#### Records to use
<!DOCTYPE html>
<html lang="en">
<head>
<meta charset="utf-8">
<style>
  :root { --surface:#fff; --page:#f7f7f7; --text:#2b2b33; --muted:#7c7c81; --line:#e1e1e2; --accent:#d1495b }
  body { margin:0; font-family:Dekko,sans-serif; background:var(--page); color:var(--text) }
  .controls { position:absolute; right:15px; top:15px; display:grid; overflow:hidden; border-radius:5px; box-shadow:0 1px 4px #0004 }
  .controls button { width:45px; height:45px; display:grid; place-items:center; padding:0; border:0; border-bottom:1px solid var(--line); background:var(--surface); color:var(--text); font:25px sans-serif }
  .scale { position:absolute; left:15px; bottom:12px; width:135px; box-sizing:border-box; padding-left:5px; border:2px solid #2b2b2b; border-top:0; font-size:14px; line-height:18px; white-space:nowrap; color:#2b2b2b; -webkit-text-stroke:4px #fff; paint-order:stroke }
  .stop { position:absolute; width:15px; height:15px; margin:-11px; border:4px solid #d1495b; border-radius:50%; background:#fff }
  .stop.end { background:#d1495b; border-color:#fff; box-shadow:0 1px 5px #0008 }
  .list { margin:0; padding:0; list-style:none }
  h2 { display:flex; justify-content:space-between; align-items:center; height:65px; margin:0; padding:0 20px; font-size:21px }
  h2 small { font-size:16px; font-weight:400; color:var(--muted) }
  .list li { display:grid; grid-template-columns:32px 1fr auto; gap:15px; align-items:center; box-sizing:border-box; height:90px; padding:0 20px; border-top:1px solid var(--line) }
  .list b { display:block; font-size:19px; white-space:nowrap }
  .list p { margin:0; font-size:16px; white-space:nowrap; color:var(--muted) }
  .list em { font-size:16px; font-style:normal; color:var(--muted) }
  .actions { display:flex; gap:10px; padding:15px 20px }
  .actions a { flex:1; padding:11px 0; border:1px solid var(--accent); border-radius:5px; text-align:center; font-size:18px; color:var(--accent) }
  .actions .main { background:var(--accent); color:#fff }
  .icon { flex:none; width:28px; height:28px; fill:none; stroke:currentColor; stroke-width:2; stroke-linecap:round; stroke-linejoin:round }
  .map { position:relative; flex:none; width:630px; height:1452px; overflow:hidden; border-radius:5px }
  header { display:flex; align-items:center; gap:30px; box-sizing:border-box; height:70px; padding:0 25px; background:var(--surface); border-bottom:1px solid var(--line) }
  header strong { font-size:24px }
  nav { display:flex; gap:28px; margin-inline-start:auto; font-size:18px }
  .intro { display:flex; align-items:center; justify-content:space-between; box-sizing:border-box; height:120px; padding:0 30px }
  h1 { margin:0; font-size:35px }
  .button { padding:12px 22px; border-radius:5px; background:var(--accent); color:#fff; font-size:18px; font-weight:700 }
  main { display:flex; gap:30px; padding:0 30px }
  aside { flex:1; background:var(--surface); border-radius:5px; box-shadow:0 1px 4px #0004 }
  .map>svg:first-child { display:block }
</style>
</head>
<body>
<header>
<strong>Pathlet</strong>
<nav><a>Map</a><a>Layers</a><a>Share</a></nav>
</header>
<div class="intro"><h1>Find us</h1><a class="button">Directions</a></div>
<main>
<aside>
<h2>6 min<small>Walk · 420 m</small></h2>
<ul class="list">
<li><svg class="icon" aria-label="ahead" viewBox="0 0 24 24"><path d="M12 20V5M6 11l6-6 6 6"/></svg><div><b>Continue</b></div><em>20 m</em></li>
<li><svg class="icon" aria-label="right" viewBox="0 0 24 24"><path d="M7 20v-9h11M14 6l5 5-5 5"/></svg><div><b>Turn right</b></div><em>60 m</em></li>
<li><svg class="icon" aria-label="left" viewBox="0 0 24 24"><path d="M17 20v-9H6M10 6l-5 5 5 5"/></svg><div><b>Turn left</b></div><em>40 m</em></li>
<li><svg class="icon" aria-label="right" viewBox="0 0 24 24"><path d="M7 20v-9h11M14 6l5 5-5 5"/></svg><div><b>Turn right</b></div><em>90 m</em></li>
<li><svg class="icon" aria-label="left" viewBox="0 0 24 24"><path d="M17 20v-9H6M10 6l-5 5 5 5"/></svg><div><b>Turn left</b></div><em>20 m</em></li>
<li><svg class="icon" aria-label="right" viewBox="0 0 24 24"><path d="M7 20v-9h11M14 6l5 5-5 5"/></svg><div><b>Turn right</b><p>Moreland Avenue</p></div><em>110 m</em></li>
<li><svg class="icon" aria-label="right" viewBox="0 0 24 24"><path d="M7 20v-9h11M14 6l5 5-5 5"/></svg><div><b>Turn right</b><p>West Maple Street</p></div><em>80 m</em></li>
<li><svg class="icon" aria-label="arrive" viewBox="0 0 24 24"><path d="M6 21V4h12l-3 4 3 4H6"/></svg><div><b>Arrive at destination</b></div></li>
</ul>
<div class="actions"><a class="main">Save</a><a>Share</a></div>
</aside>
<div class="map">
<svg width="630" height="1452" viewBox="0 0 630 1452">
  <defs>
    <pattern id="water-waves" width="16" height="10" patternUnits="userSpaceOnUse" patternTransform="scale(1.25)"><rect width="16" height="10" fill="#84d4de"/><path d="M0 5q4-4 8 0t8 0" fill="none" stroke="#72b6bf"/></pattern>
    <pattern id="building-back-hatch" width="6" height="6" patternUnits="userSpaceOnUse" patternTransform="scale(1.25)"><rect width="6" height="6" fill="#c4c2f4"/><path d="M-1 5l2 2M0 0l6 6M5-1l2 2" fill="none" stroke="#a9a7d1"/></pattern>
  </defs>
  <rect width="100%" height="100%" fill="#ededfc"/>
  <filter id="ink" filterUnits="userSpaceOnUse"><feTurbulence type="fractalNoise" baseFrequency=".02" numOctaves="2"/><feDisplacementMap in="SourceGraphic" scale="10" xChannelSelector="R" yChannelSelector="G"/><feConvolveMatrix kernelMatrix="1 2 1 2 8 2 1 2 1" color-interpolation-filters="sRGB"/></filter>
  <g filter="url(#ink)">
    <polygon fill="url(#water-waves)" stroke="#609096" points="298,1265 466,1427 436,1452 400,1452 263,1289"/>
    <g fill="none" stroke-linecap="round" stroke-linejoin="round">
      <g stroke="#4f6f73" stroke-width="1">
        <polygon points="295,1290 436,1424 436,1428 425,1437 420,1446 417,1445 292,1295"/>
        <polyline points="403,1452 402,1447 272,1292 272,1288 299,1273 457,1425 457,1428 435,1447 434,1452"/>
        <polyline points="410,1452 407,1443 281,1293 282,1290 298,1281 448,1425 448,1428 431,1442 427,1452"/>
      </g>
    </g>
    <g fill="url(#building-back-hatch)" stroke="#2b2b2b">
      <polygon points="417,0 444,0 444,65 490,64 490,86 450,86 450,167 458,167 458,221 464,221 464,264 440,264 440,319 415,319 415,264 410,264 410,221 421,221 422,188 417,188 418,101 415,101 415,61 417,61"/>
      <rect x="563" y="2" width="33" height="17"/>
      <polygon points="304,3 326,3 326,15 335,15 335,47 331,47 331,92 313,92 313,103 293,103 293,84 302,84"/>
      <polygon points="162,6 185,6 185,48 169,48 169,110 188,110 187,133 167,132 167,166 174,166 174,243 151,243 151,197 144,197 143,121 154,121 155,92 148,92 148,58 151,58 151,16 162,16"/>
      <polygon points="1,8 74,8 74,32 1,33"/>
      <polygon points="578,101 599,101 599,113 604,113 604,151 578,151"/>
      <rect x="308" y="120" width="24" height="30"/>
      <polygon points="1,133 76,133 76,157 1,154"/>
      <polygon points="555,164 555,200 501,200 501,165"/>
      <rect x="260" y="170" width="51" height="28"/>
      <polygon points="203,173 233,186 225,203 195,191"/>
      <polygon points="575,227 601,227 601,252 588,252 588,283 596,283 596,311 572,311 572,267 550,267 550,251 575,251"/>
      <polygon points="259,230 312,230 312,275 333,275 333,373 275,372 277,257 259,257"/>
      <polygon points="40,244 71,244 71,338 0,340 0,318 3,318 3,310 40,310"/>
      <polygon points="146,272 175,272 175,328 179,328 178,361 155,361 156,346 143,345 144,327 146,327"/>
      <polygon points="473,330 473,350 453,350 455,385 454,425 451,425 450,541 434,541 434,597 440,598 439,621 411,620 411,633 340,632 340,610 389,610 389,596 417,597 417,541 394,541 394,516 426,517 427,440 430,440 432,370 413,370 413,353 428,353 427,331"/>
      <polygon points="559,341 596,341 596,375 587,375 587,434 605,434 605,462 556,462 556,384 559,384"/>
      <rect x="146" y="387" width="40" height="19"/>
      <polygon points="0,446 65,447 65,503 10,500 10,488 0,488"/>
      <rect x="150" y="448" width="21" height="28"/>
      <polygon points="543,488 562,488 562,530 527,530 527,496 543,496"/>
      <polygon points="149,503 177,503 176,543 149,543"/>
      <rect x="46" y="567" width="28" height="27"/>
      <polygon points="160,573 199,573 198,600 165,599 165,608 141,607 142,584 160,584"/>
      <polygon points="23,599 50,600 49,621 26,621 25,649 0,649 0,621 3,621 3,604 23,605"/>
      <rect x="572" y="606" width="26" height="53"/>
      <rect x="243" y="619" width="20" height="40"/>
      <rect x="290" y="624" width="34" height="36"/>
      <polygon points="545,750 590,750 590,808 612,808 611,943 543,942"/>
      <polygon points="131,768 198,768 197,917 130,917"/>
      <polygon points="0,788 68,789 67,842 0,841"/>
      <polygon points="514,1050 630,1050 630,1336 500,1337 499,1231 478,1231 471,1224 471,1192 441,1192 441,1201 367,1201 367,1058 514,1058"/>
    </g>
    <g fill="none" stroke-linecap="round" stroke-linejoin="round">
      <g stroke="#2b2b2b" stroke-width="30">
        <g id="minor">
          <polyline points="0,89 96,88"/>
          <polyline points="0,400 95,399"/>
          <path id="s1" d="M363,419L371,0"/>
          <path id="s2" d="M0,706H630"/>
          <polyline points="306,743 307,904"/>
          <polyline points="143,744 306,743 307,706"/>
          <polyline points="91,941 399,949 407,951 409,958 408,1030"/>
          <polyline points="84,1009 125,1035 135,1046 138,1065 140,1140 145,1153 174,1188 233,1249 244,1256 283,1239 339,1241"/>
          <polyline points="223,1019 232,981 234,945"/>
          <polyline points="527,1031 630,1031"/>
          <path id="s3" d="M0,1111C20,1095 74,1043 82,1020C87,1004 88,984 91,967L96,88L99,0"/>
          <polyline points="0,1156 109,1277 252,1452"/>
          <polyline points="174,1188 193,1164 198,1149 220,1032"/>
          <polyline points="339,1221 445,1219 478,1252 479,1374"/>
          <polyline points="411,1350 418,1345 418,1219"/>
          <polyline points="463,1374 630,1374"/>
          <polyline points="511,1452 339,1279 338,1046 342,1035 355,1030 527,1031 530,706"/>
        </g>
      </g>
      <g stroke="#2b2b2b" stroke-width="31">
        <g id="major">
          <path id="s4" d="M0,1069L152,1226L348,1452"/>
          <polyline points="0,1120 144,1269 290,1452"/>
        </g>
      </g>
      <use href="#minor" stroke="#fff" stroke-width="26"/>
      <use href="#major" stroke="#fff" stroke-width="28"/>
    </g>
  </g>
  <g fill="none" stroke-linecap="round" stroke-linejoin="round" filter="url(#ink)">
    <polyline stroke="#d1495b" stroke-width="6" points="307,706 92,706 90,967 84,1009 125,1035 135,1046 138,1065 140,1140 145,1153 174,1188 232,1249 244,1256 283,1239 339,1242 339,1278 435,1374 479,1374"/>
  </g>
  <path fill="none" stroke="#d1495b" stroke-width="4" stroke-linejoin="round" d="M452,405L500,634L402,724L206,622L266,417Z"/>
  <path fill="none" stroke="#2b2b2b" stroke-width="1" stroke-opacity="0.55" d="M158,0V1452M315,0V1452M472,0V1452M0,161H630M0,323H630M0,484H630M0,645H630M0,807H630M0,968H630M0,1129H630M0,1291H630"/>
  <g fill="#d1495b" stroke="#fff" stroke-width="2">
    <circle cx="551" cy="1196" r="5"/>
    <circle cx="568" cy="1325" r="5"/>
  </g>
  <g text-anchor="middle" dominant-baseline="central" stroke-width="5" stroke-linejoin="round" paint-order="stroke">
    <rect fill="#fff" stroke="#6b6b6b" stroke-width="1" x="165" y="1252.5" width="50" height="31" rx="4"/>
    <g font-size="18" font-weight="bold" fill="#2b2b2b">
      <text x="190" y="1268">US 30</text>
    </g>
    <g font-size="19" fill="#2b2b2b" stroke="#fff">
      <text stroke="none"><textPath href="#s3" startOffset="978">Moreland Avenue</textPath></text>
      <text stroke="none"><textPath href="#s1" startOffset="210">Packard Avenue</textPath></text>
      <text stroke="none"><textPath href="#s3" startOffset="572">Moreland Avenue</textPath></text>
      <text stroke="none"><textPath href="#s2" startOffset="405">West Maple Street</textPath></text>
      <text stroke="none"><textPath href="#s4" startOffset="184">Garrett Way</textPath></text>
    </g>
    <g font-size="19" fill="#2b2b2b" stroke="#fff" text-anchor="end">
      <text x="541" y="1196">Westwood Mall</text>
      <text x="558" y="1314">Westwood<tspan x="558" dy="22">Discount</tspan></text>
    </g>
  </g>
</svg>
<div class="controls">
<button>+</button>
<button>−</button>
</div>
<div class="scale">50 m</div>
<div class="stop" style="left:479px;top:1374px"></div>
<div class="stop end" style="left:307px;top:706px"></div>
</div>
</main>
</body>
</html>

#### Task prompt
Stop after the line containing "margin:0; font-family:Dekko,sans-serif; background:var(--page);": print exactly the lines from the start of the entries above up to it, that line included.

#### Exercise response
<!DOCTYPE html>
<html lang="en">
<head>
<meta charset="utf-8">
<style>
  :root { --surface:#fff; --page:#f7f7f7; --text:#2b2b33; --muted:#7c7c81; --line:#e1e1e2; --accent:#d1495b }
  body { margin:0; font-family:Dekko,sans-serif; background:var(--page); color:var(--text) }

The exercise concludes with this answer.